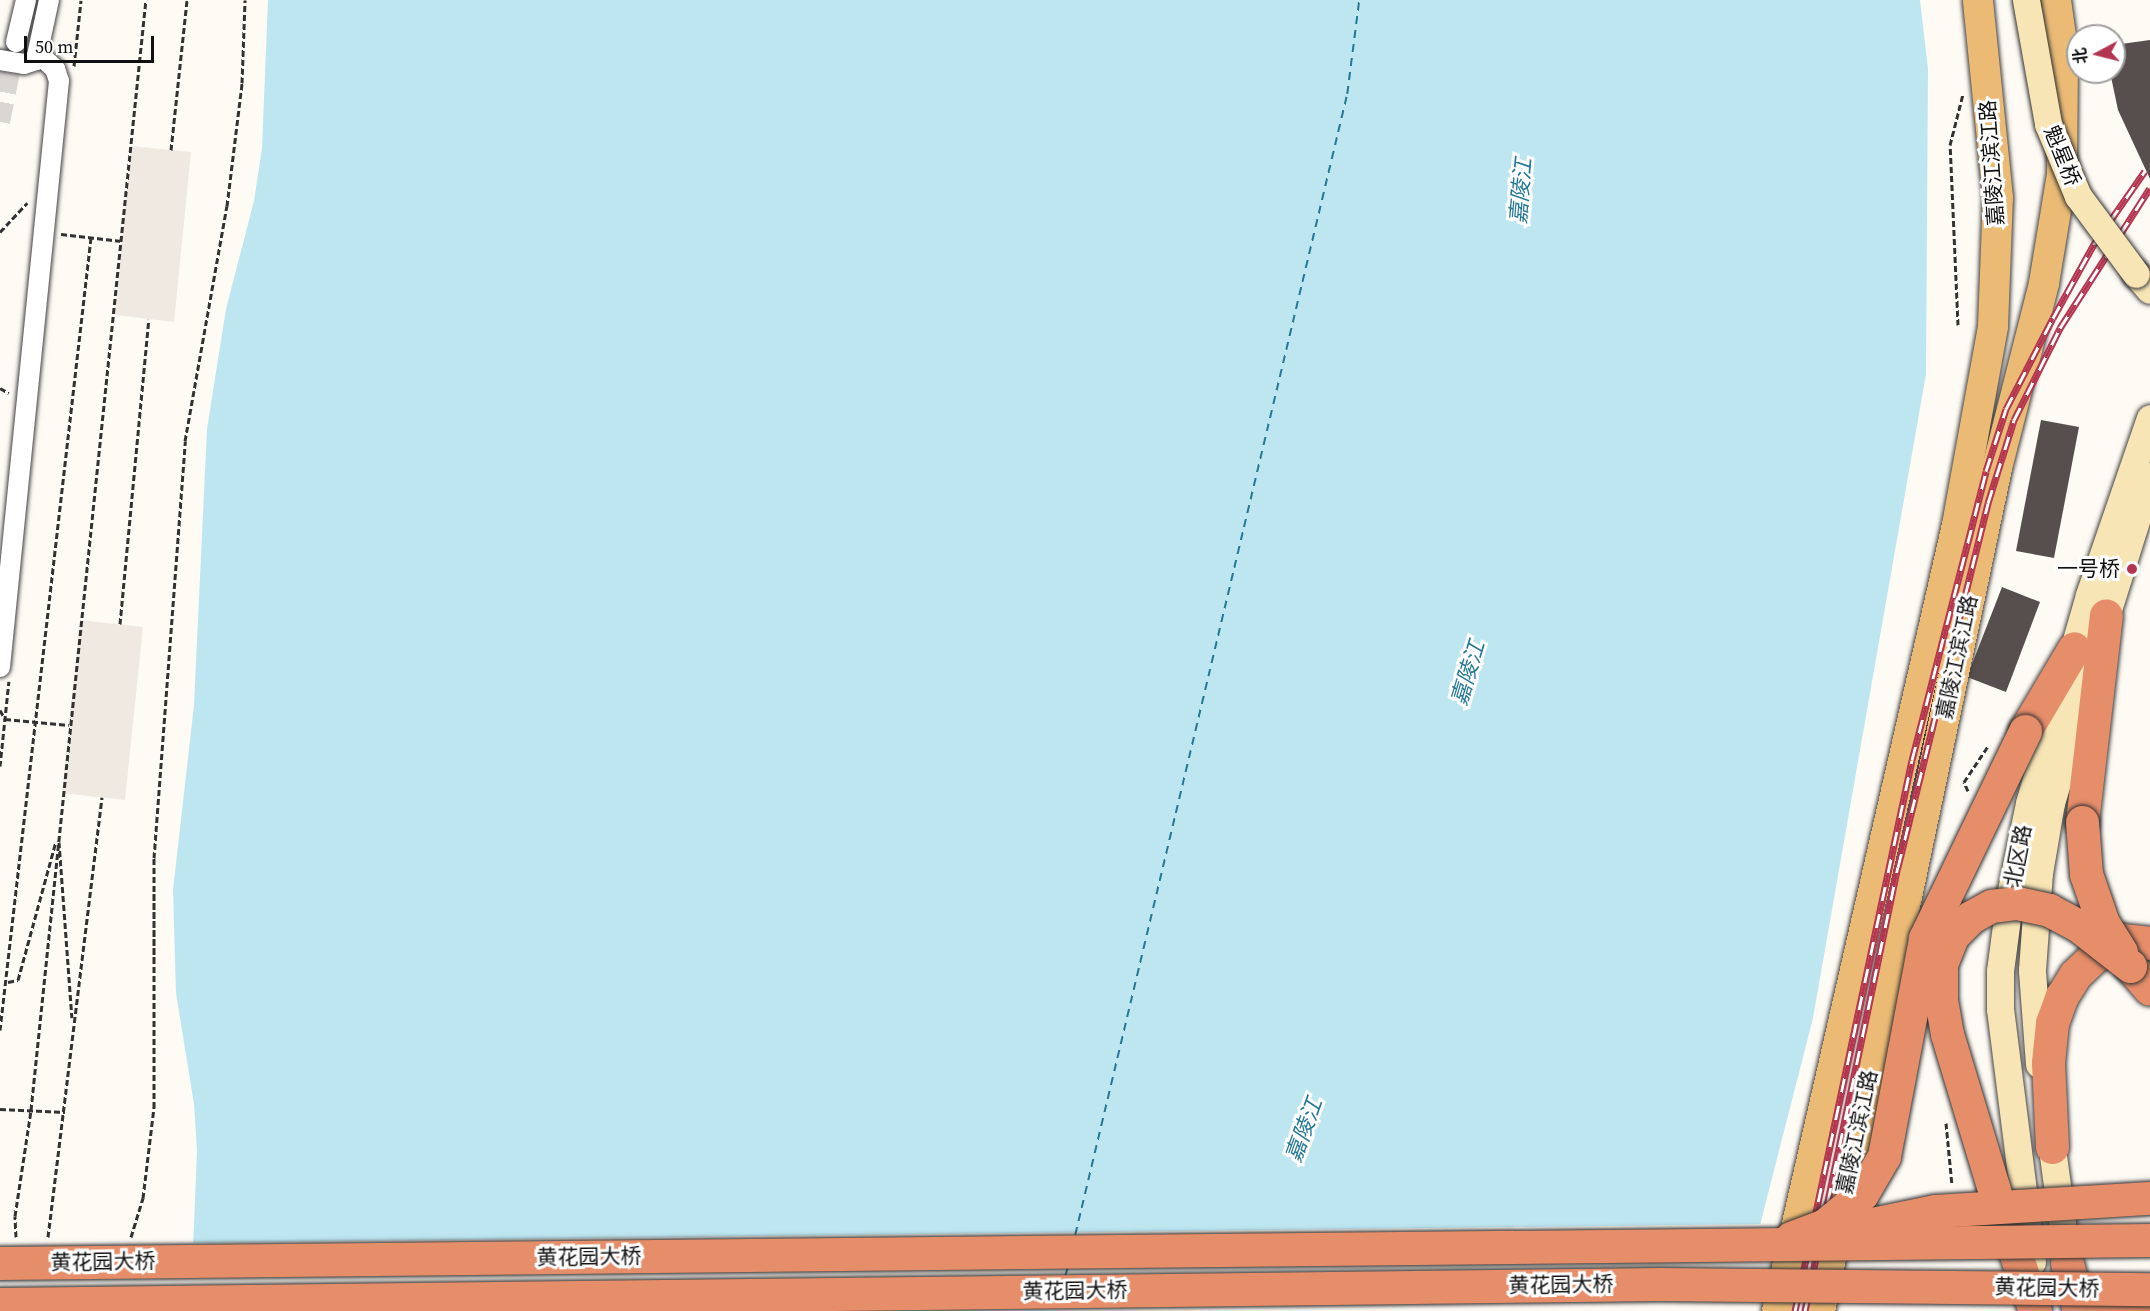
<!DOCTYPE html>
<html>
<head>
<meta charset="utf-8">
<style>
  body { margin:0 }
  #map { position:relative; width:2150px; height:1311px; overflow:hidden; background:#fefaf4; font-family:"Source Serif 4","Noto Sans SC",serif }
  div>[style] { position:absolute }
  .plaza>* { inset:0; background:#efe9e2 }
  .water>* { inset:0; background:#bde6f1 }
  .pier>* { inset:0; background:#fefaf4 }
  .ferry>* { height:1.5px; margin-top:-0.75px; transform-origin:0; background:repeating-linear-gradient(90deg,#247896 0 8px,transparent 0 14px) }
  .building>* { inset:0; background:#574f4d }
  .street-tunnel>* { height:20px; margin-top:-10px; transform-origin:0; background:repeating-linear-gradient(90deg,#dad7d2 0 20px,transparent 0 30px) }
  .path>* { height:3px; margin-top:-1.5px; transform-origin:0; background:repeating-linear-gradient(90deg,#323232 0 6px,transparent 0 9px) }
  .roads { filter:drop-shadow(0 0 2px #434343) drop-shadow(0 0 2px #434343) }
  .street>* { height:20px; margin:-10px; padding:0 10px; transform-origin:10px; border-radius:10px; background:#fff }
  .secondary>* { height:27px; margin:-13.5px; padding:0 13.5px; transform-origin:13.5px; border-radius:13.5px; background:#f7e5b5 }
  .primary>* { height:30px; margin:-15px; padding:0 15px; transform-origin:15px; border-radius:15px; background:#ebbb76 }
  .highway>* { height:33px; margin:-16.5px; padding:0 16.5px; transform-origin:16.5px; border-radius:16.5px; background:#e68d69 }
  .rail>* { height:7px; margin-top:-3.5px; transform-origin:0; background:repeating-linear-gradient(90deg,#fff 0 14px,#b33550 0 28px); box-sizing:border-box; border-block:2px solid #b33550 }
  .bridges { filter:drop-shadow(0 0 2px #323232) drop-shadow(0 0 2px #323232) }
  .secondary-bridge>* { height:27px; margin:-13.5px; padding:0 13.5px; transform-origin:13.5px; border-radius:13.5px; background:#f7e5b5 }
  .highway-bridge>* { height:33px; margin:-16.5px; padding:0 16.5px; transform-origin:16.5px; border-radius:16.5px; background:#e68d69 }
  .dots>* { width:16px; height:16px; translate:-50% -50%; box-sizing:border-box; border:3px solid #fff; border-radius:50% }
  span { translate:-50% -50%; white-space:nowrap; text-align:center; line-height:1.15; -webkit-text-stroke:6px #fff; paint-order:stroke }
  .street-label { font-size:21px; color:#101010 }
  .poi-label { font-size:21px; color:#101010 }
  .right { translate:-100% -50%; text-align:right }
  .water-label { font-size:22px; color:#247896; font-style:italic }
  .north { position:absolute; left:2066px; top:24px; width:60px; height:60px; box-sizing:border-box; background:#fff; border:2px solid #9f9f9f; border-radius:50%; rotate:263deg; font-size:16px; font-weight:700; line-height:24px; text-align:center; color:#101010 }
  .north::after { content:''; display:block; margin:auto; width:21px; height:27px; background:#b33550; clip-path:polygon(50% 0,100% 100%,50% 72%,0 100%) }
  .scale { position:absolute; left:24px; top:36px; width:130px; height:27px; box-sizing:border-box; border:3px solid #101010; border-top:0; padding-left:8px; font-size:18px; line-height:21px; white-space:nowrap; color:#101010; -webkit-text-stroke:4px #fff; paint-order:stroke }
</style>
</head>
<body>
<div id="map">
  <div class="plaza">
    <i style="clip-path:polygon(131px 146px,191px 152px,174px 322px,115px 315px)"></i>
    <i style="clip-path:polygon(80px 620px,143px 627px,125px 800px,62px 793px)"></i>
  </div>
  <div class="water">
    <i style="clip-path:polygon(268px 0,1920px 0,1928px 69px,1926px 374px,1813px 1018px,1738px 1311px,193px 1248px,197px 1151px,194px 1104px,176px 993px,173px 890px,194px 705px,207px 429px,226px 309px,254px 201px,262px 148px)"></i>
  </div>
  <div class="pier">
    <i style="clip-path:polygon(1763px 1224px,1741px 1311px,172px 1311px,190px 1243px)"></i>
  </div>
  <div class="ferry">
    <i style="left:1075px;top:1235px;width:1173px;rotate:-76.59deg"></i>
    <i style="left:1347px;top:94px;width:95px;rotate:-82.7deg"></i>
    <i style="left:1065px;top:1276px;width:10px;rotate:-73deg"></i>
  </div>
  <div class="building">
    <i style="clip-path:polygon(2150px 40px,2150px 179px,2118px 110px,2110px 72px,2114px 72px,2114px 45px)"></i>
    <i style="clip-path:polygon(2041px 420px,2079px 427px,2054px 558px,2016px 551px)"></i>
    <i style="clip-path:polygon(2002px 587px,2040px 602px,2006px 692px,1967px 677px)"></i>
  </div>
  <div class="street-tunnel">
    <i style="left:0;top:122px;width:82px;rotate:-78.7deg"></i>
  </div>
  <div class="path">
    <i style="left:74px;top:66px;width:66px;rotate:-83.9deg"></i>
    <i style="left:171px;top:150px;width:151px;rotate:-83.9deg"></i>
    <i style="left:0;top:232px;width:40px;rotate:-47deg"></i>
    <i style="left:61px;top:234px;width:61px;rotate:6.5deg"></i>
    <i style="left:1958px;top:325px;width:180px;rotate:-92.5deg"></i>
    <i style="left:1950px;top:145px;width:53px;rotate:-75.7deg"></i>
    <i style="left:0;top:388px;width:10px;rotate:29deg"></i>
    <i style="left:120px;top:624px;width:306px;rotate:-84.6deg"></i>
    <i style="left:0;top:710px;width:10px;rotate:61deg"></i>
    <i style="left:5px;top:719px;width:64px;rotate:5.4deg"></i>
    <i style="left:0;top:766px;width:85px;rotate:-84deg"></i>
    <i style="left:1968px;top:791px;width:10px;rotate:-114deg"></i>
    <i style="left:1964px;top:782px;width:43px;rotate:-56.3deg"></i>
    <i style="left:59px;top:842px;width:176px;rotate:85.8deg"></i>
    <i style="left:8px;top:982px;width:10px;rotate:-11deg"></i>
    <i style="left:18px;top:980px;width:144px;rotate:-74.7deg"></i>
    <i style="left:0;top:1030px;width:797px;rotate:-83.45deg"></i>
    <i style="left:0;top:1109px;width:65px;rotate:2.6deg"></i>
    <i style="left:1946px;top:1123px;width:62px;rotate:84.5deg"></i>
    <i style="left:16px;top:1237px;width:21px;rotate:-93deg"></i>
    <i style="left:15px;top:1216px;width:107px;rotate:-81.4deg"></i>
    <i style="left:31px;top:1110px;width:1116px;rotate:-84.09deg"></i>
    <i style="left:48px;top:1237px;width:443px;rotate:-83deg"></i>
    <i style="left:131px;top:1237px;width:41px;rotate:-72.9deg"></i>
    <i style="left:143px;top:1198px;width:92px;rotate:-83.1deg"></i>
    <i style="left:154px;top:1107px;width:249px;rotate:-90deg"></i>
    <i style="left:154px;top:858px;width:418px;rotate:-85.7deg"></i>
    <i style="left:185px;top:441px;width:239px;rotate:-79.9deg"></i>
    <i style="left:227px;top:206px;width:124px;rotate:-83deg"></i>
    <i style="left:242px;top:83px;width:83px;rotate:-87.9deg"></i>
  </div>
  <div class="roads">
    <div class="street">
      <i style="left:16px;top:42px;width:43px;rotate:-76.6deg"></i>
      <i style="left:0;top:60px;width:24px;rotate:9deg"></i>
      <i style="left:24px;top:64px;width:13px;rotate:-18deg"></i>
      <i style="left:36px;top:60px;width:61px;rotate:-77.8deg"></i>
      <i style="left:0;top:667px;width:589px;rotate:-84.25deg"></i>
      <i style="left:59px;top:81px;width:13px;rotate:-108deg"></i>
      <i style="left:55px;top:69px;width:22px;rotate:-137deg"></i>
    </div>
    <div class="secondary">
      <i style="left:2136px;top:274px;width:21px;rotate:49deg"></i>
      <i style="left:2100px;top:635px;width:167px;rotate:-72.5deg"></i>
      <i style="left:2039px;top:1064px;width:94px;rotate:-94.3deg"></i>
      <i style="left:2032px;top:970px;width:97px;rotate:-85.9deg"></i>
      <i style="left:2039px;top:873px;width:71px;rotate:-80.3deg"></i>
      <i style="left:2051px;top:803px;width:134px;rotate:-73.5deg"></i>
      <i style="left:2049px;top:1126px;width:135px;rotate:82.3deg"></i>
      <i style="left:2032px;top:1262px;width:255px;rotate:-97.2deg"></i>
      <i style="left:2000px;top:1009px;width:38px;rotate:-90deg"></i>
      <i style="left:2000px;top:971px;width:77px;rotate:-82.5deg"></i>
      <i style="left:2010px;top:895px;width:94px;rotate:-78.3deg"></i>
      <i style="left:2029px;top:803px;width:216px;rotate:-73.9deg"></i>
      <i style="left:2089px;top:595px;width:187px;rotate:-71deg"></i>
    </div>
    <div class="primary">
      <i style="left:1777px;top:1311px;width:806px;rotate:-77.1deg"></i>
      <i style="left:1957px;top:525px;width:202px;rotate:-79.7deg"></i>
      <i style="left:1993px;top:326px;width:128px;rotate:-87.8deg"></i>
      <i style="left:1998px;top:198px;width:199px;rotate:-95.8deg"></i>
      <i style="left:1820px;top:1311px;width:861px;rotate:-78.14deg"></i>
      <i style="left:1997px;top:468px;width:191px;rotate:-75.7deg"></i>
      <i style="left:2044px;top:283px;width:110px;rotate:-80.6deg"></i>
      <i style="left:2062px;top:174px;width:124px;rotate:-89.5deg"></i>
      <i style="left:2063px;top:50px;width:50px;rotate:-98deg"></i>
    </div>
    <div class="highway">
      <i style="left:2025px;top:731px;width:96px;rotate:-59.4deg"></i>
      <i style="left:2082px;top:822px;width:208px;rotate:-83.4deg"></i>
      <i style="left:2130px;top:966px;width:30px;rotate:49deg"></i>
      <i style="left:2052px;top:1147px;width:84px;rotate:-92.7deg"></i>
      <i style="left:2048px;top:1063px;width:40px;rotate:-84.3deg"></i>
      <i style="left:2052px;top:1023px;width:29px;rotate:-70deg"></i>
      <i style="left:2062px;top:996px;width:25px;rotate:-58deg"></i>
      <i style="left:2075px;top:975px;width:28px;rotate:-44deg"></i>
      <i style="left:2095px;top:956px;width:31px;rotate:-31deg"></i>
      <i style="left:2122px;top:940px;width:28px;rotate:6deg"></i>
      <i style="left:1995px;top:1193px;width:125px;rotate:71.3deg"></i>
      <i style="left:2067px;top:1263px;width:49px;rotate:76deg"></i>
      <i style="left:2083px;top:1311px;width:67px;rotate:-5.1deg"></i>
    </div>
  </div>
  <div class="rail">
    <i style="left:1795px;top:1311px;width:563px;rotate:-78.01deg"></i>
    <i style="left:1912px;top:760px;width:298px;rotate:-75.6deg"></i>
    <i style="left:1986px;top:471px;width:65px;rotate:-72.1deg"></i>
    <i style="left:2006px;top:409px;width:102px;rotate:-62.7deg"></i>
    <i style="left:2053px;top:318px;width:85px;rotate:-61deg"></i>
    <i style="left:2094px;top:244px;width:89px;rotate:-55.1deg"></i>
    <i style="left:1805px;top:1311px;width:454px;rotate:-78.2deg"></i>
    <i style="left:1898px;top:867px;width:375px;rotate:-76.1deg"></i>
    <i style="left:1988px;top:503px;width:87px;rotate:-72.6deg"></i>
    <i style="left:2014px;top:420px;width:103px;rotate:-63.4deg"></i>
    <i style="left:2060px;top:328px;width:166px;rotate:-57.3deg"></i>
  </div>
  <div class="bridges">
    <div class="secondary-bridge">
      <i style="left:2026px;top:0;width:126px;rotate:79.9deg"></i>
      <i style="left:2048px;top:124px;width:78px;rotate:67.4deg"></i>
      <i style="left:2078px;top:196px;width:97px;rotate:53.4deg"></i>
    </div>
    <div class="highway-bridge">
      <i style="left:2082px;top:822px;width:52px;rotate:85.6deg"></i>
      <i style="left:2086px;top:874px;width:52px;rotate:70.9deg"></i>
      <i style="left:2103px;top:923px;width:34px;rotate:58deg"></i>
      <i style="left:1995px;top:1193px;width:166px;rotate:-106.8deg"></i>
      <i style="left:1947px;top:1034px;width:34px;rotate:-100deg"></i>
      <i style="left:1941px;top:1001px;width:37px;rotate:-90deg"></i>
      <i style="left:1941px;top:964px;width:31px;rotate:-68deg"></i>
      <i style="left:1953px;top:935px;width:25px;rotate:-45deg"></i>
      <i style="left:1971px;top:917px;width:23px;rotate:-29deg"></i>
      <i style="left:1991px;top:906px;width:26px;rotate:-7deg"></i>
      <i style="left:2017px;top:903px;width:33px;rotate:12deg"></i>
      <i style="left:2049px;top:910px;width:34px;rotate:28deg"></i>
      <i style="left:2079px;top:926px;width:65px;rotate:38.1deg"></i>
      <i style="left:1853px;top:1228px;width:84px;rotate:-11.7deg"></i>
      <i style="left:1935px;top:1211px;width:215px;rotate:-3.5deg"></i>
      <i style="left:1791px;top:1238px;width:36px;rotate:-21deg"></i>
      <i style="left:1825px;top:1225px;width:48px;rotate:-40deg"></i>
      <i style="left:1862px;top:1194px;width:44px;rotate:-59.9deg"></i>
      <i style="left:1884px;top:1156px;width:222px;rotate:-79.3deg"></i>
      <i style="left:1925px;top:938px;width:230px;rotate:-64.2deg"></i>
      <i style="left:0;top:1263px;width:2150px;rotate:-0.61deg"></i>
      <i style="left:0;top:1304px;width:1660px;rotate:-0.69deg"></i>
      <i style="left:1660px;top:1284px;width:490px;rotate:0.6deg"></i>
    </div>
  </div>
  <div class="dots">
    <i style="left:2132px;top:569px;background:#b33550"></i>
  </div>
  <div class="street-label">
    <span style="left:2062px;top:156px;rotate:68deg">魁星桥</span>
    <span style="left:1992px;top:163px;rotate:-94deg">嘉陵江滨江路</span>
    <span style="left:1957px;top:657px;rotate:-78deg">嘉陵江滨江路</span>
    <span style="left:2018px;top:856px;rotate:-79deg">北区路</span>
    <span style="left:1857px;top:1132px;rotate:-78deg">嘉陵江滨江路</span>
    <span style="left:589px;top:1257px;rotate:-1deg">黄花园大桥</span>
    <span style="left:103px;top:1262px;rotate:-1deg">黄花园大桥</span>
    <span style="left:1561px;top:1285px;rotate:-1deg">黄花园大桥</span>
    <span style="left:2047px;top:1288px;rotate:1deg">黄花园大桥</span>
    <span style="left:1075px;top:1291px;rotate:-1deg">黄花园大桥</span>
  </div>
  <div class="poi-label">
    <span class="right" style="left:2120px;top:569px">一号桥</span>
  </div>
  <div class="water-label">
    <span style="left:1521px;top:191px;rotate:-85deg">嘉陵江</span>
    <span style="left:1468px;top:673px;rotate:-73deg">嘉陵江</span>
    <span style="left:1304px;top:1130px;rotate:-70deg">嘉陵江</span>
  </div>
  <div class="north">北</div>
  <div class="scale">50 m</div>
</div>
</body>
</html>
****************************************
Task objective: Make an exact copy of the lines from the top of the material through the line with "position:relative; width:2150px; height:1311px;", pictures excluded.

Worked solution:
<!DOCTYPE html>
<html>
<head>
<meta charset="utf-8">
<style>
  body { margin:0 }
  #map { position:relative; width:2150px; height:1311px; overflow:hidden; background:#fefaf4; font-family:"Source Serif 4","Noto Sans SC",serif }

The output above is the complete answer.